Tuesday, June 1, 2021

What is this thing called ‘hug’?

 

(Wikimedia Commons photo by Todorov.petar.p)


Have you hugged…somebody today? (The expression began as “Have you hugged your kid today?” Now it’s gone so far as to ask, as an Etsy selection does, “Have you hugged your burrito unicorn?” Um, why?)

Thanks to a shot, or two, in the arm of a Covid-19 vaccine, many of us now feel safe using our arms to clasp, cradle and cuddle one another. No longer will expressions like “bear hug,” “bro hug” and “group hug” seem like quaint artifacts of a pre-pandemic world. Calendar note: January 21st is National Hugging Day; might as well start gearing up now.

Humans have been hugging since the 1560s—actually, far longer than that, but that’s when the meaning of wrapping your arms around someone became wrapped around the word hug. In Old Norse, people engaged in hugga, or comforting. The word evolved from hugr, which meant courage, and which is worth pondering.
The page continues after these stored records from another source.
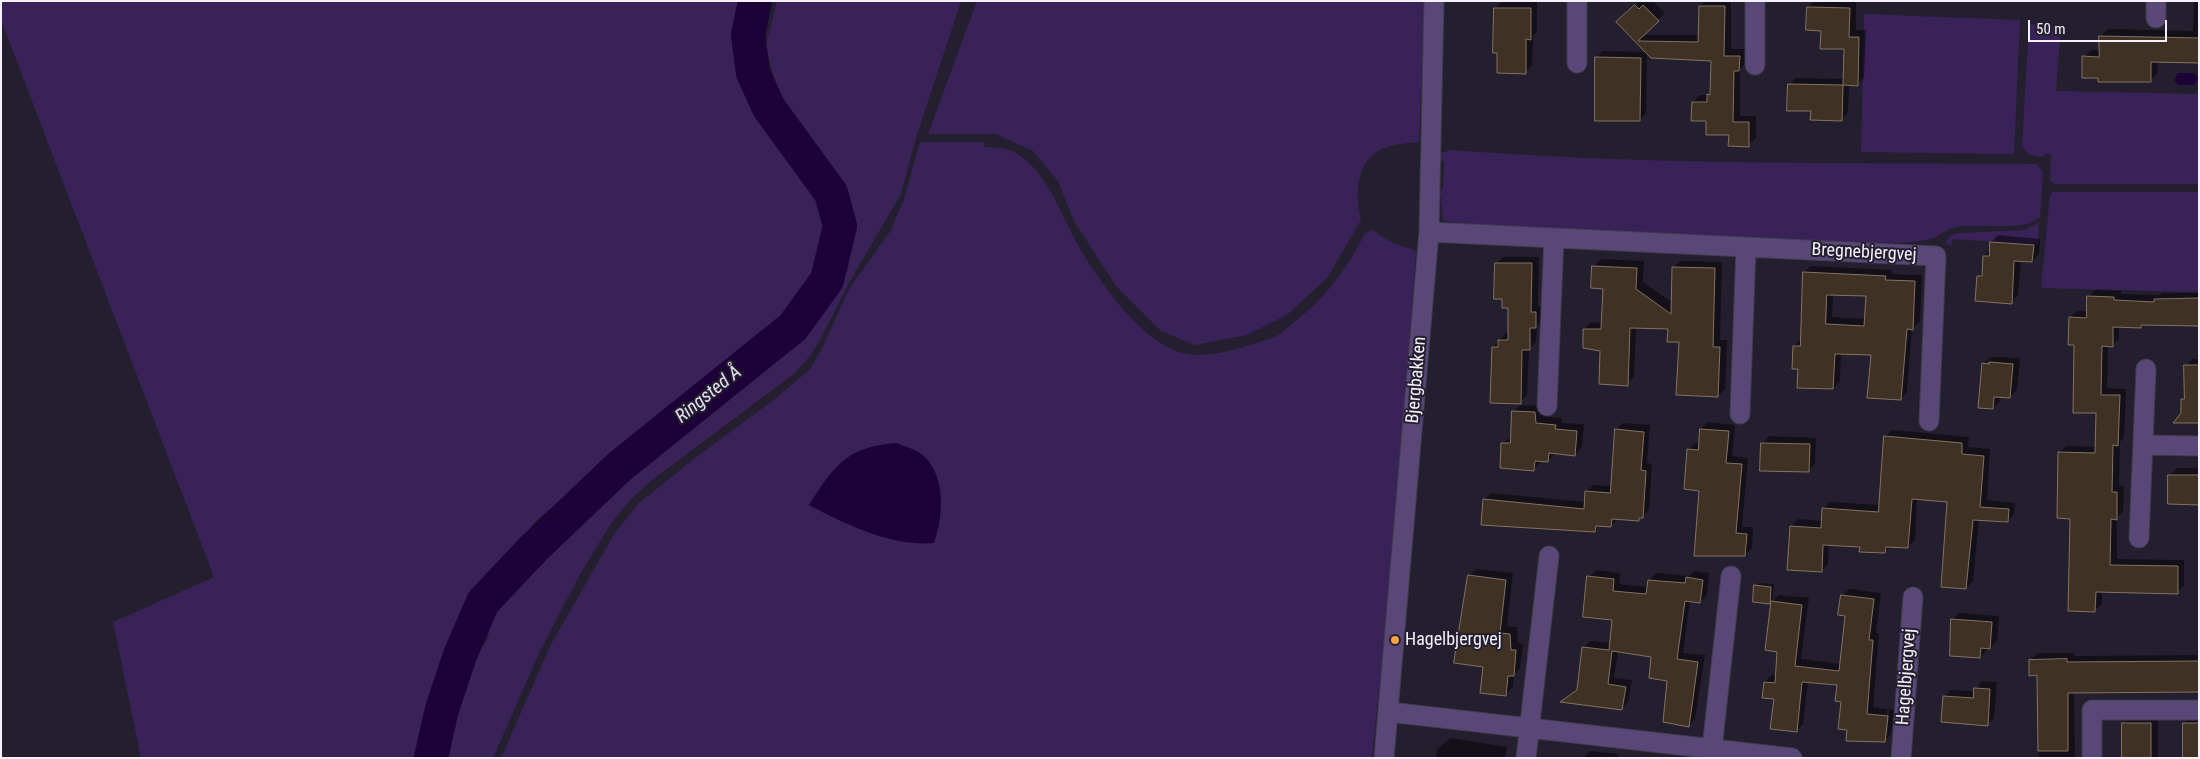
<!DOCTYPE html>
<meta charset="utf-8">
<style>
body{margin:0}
#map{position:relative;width:2200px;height:759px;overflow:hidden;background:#241f2f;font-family:"Roboto Condensed",sans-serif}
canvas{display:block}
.frame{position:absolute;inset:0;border:2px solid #f4f0fc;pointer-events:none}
.scale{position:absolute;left:2028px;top:20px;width:139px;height:22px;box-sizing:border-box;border:2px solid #f4f0fc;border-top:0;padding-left:6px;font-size:15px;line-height:18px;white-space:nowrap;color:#f4f0fc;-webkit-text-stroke:4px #241f2f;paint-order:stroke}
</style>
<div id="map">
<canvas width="2200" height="759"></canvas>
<div class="frame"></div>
<div class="scale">50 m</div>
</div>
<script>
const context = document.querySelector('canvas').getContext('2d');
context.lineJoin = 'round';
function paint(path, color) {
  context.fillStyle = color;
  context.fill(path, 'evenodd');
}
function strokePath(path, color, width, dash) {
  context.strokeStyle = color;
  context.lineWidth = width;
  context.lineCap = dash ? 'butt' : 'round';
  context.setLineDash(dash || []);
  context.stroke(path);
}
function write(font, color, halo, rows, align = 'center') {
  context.font = font + ' "Roboto Condensed",sans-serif';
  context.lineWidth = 4;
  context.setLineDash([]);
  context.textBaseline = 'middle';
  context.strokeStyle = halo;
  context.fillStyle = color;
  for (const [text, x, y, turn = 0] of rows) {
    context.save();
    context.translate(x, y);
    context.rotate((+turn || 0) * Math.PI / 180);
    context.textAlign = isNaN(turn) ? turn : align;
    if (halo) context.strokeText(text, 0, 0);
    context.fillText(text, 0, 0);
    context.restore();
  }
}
const green = new Path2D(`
 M 1,1 L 749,1 L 739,25 L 742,74 L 770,135 L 820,195 L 833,224 L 826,259 L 804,302 L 757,345 L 648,436 L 591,475 L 537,520 L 487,578 L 447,654 L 423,758 L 141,758 L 113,622 L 214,577 L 1,20 Z
 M 777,1 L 961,1 L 915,141 L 901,194 L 849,283 L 822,336 L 810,356 L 794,374 L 651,481 L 629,501 L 610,525 L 578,578 L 540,651 L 493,758 L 442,758 L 452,713 L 466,681 L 466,666 L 488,639 L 491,603 L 500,599 L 534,566 L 577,516 L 608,487 L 776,356 L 795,348 L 804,339 L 816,315 L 849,267 L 842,259 L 850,233 L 849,192 L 782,112 L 766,45 Z
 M 977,1 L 1425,1 L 1419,142 C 1408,143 1394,144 1384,148 C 1355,160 1355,195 1361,220 L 1327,278 L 1287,315 L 1247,335 L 1195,345 L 1161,331 L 1116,286 L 1074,221 L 1058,181 L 1033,151 L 996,134 L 928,134 Z
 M 1864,14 L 2020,20 L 2014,154 L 1861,152 Z
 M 2029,24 L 2061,26 L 2056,91 L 2199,94 L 2199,184 L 2055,184 L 2050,180 L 2051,154 L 2044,154 L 2045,157 C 2033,156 2027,156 2022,145 Z
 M 920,142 L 983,142 L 984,147 C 992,148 1003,147 1010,150 C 1044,166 1056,204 1072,234 C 1092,272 1134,334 1176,351 C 1199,360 1227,352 1250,345 C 1258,342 1267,340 1275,337 C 1281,334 1287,328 1293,323 C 1325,299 1347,269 1365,233 L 1372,230 L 1389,241 L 1416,251 L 1397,516 L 1372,758 L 501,758 L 551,644 L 615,533 L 638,504 L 695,458 L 775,399 L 810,369 L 824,344 L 849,289 L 891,230 L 904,199 Z
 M 1451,150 C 1646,165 1842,163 2037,164 L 2043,173 L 2040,217 L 2028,224 L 2012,226 L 1963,226 L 1949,229 L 1934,238 L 1921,241 L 1902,243 L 1851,242 L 1473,227 L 1443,220 L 1440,189 L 1443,189 L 1444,161 L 1440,161 L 1441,153 Z
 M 2053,192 L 2199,192 L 2199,292 L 2041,288 L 2050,195 Z
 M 2039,222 L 2038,245 L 1953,239 L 1951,246 L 1945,244 L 1950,236 L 1959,233 L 2025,230 Z`);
const water = new Path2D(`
 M 2178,73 L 2194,73 L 2198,77 L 2195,85 L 2178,85 L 2174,80 Z
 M 896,443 C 903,446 911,448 917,451 C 947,469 944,516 934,543 C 892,547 845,524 809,505 C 834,466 846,447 896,443 Z`);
const shadow = new Path2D(`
 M 1502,1 L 1537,1 L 1537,31 L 1533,36 L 1532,65 L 1525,72 L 1498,52 L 1495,8 Z
 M 1640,1 L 1653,1 L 1665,13 L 1643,35 L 1699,35 L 1700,6 L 1705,1 L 1731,1 L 1731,49 L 1746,49 L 1746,63 L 1740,68 L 1740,116 L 1756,116 L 1756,138 L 1748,145 L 1707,120 L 1693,102 L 1700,95 L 1708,95 L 1711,92 L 1712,59 L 1647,53 L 1646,113 L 1640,120 L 1596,58 L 1603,51 L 1646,52 L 1618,22 Z
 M 1814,1 L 1856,2 L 1856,30 L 1866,30 L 1864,78 L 1857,84 L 1849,84 L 1848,112 L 1841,120 L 1812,110 L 1789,85 L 1796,78 L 1845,79 L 1845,48 L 1822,30 L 1808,8 Z
 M 2194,1 L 2199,1 L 2199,62 L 2158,61 L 2157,74 L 2150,81 L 2100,77 L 2084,57 L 2091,50 L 2100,50 L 2101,36 L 2108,29 L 2193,31 Z
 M 1998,235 L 2040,239 L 2039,254 L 2032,261 L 2021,260 L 2018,295 L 2011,302 L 1978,277 L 1983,271 L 1984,256 L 1990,250 L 1991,242 Z
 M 1503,257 L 1539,257 L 1538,306 L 1543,306 L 1542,320 L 1537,326 L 1536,342 L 1529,349 L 1527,395 L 1520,402 L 1493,347 L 1506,333 L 1509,333 L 1510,306 L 1503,298 L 1496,264 Z
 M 1601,259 L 1644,261 L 1643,282 L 1673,303 L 1673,268 L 1680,261 L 1722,262 L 1720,340 L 1727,340 L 1725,389 L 1718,396 L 1669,328 L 1636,327 L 1634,377 L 1627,384 L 1584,329 L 1591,322 L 1603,323 L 1604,288 L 1594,266 Z
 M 1811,266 L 1892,270 L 1892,274 L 1922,275 L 1920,321 L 1912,329 L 1907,392 L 1901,399 L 1872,354 L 1841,353 L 1840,381 L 1833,388 L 1799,368 L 1794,346 L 1801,339 L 1804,272 ZM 1833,294 L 1867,295 L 1866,319 L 1832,317 Z
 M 2095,290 L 2121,291 L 2121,294 L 2160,295 L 2162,293 L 2199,293 L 2199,325 L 2144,323 L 2140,327 L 2119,326 L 2119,339 L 2112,345 L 2108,345 L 2107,388 L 2126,389 L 2124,437 L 2120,442 L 2119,486 L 2124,486 L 2123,512 L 2117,517 L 2117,559 L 2184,560 L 2184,586 L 2177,592 L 2102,591 L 2102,604 L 2095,610 L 2071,517 L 2059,453 L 2066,446 L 2097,447 L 2097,412 L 2075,344 L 2070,318 L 2077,311 L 2087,311 L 2088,297 Z
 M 1990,357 L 2020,358 L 2017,390 L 2009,397 L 2000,396 L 2000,401 L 1993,408 L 1983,364 Z
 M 2192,359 L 2199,359 L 2199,422 L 2182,413 L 2186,366 Z
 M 1520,405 L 1542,406 L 1543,416 L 1562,418 L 1562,423 L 1584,424 L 1582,447 L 1575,454 L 1555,453 L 1548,461 L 1541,461 L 1534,470 L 1502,443 L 1512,437 L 1513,412 Z
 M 1708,422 L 1735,425 L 1732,456 L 1748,458 L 1742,527 L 1753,527 L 1752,548 L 1745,555 L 1700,490 L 1688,450 L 1695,443 L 1700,443 L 1701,429 Z
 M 1623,423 L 1650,425 L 1647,463 L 1652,464 L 1649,510 L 1639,520 L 1617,519 L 1611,526 L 1600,525 L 1595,531 L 1485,499 L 1491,493 L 1586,502 L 1586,492 L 1593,485 L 1611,486 L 1616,430 Z
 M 1892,430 L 1969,437 L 1968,447 L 1990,449 L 1987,500 L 2015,503 L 2014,514 L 2008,521 L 1979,519 L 1973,581 L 1966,588 L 1949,501 L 1917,498 L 1915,540 L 1908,547 L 1891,546 L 1885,552 L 1861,546 L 1829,544 L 1828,564 L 1822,571 L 1791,526 L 1798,519 L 1823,521 L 1823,509 L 1830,502 L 1880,505 L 1885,437 Z
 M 1769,436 L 1816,438 L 1815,464 L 1808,471 L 1762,444 Z
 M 2177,468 L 2199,468 L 2199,503 L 2170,475 Z
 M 1476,569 L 1513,573 L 1507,626 L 1517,627 L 1518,643 L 1523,644 L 1520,668 L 1514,674 L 1513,687 L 1506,694 L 1484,665 L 1469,576 Z
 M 1596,570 L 1620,573 L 1619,584 L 1648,587 L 1649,580 L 1656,573 L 1689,576 L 1694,571 L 1709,573 L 1707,595 L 1700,602 L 1690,600 L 1683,653 L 1705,655 L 1695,719 L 1688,726 L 1668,680 L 1652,656 L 1618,651 L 1614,678 L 1632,680 L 1628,702 L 1621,709 L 1562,701 L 1579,688 L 1583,648 L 1590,641 L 1611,643 L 1614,619 L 1589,577 Z
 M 1759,583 L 1774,584 L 1772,602 L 1779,595 L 1809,598 L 1801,659 L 1841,664 L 1847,615 L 1842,596 L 1849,589 L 1881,593 L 1876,633 L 1879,634 L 1873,707 L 1894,710 L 1891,734 L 1884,741 L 1848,729 L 1839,684 L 1808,681 L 1803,724 L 1796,731 L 1765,682 L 1772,675 L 1777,676 L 1779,650 L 1767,649 L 1773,599 L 1769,603 L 1756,586 ZM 1887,710 L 1889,710 L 1887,736 L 1884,736 Z
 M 1959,613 L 1999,616 L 1997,641 L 1980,657 L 1952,620 Z
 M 2038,653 L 2074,653 L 2074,656 L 2199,655 L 2199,690 L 2074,691 L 2075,758 L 2039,758 L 2038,674 L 2030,660 Z
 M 1982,681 L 1997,682 L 1994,718 L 1987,725 L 1944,697 L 1951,690 L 1975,691 Z
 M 2191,716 L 2199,716 L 2199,758 L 2184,723 Z
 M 2130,717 L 2158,717 L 2158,758 L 2123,758 L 2123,724 Z
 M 1451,738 L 1507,747 L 1505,758 L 1436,758 L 1437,749 Z
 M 1590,751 L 1618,754 L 1618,758 L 1583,758 Z`);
const river = new Path2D(`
 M 431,758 L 442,709 L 460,655 L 483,602 L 533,549 L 619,467 L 793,327 L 827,280 L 840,226 L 831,193 L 769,108 L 753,73 L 748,35 L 755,1`);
const building = new Path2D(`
 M 1635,5 L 1639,9 L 1643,5 L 1659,21 L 1638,41 L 1698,42 L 1699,6 L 1725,6 L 1724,56 L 1740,56 L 1739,71 L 1734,71 L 1733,122 L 1749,122 L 1749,147 L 1728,146 L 1729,135 L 1706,135 L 1706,121 L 1691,121 L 1692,102 L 1707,102 L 1707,94 L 1710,95 L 1711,61 L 1651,58 L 1616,22 Z
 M 1807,7 L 1850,8 L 1849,37 L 1859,37 L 1858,86 L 1843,85 L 1844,49 L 1820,49 L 1821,31 L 1806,30 Z
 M 1494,8 L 1531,8 L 1531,40 L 1526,39 L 1526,74 L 1497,73 L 1497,53 L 1493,53 Z
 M 2099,36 L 2199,38 L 2199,63 L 2151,62 L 2151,82 L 2098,82 L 2098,78 L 2082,78 L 2082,56 L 2099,57 Z
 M 1595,57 L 1641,58 L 1640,121 L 1595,121 Z
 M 1788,84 L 1843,85 L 1842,121 L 1810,120 L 1811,111 L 1787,111 Z
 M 1990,242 L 2034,245 L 2032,262 L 2014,261 L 2012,304 L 1975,301 L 1977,276 L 1982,276 L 1983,256 L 1989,256 Z
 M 1495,263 L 1532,263 L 1531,312 L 1536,312 L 1536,328 L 1530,328 L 1530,350 L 1522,350 L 1521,404 L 1490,403 L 1492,347 L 1498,347 L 1498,340 L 1508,340 L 1508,308 L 1502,308 L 1502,299 L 1494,299 Z
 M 1592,266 L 1637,268 L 1636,289 L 1671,314 L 1672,267 L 1715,268 L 1713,347 L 1720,347 L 1718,397 L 1676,395 L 1679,342 L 1667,342 L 1668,329 L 1630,328 L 1628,386 L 1599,384 L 1600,351 L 1583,348 L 1583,329 L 1601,329 L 1603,289 L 1591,288 Z
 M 1803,272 L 1886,276 L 1885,280 L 1915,281 L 1913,330 L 1907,329 L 1901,400 L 1867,398 L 1871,355 L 1835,354 L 1833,389 L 1797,388 L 1798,369 L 1792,369 L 1793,346 L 1800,346 ZM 1827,295 L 1866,296 L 1864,326 L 1826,324 Z
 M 2087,296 L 2114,297 L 2114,300 L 2154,302 L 2154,299 L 2199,298 L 2199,326 L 2141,325 L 2141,328 L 2113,327 L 2113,347 L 2102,346 L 2101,395 L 2120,395 L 2118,446 L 2113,445 L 2112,492 L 2117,492 L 2117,520 L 2111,519 L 2110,565 L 2178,566 L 2178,594 L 2096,592 L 2095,612 L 2068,611 L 2070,519 L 2057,518 L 2058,452 L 2095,453 L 2096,413 L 2073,413 L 2074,345 L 2068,345 L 2069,317 L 2086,318 Z
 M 1989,362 L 2013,364 L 2010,398 L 1994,397 L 1993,409 L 1978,408 L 1982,363 L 1989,364 Z
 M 2184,365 L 2199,365 L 2199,423 L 2173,423 L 2181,413 L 2181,399 L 2184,399 Z
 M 1512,411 L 1535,412 L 1536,423 L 1556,425 L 1555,429 L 1577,431 L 1575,456 L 1549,453 L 1548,462 L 1535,461 L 1534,471 L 1500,468 L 1501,443 L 1510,443 Z
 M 1615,429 L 1644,432 L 1641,470 L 1646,471 L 1643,518 L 1639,518 L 1639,521 L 1612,519 L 1611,527 L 1596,526 L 1595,532 L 1481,525 L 1483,499 L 1584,509 L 1585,491 L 1610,493 Z
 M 1700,429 L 1729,431 L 1726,463 L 1742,464 L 1736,533 L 1747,534 L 1745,556 L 1694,556 L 1699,491 L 1684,489 L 1687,449 L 1698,450 Z
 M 1884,436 L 1962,443 L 1962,454 L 1984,456 L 1980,507 L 2009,509 L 2008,522 L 1973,520 L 1966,589 L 1941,587 L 1947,502 L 1912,499 L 1908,548 L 1886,547 L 1885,553 L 1859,552 L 1860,547 L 1823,545 L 1822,572 L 1787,570 L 1790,526 L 1821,528 L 1822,508 L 1878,512 Z
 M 1761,443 L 1810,444 L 1809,472 L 1760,471 Z
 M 2168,475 L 2199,475 L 2199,505 L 2168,504 Z
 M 1468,575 L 1506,580 L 1500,633 L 1510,634 L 1511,650 L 1516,650 L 1514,676 L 1508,676 L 1506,696 L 1480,693 L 1483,667 L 1454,663 Z
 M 1587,576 L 1614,579 L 1613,591 L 1646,594 L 1648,580 L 1685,583 L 1686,577 L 1703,580 L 1700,603 L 1685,601 L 1677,659 L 1698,662 L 1689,727 L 1663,722 L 1667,681 L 1649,678 L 1651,657 L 1612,651 L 1608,684 L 1626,687 L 1622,710 L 1560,702 L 1577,690 L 1582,647 L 1609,650 L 1612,620 L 1583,617 Z
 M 1754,585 L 1771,587 L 1770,604 L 1753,602 Z
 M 1841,595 L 1874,599 L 1869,640 L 1873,640 L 1867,714 L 1888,716 L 1885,742 L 1846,741 L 1847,730 L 1838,729 L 1841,702 L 1835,701 L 1837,685 L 1802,682 L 1797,732 L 1770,729 L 1774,699 L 1762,698 L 1764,682 L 1775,683 L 1777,652 L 1765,650 L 1771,601 L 1802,605 L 1795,666 L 1839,671 L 1845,616 L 1838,615 Z
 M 1951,619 L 1992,622 L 1990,649 L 1981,648 L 1980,658 L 1950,656 Z
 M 2067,659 L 2067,662 L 2199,661 L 2199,692 L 2068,693 L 2068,751 L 2038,751 L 2037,675 L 2029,676 L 2029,660 Z
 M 1974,688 L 1990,689 L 1988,726 L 1941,722 L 1943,696 L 1973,698 Z
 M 2122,723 L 2151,723 L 2151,758 L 2122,758 Z
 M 2183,723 L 2199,723 L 2199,758 L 2183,758 Z`);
const minor = new Path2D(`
 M 2156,18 L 2156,1
 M 1577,63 L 1577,1
 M 1755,65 L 1755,1
 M 1429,232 L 1936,256 L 1929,421
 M 1547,406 L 1554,238
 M 1740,414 L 1746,247
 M 2143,445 L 2199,446
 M 2139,538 L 2146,369
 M 1389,712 L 1792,758
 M 1384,758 L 1429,232 L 1434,1
 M 1526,758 L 1549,556
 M 1711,758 L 1731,576
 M 1901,758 L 1913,597
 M 2092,758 L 2092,710 L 2199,710`);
const markers = [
 [1395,640,5,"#f5a346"]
];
const streetNames = [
 ["Bregnebjergvej",1864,253,3],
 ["Bjergbakken",1417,380,-85],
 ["Hagelbjergvej",1907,677,-86]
];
const poiNames = [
 ["Hagelbjergvej",1405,640]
];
const waterNames = [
 ["Ringsted Å",709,395,-39]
];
paint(green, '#382257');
paint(water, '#1c0237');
paint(shadow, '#0007');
strokePath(river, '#1c0237', 34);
paint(building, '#3f3123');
strokePath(building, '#837363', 1);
strokePath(minor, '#413c4c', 21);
strokePath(minor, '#594778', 19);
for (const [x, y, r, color] of markers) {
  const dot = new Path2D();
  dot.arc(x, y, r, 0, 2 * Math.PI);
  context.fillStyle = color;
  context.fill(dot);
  strokePath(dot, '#241f2f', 2);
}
write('18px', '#f4f0fc', '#241f2f', streetNames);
write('18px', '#f4f0fc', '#241f2f', poiNames, 'left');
write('italic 19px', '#e4def3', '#241f2f', waterNames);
</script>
Old English weighed in with hogian, to care for.

The French, who like to linger over lunches and other pleasing things, stretched the pleasure of hug to the four-syllable embracier in Old French. Yes, that would be our modern “embrace.” The “brace” reaches back to the French, Latin and Greek words for arm, for the obvious reasons. Spanish makes it clear: el brazo is an arm; el abrazo is a hug.

“Hug” has its own brand of onomatopoeia. If you can sigh, you’re halfway to saying it.

And so we sigh—with relief, with unrestrained emotion, with no longer having to long to hug. We’re living high on the hug, and loving it.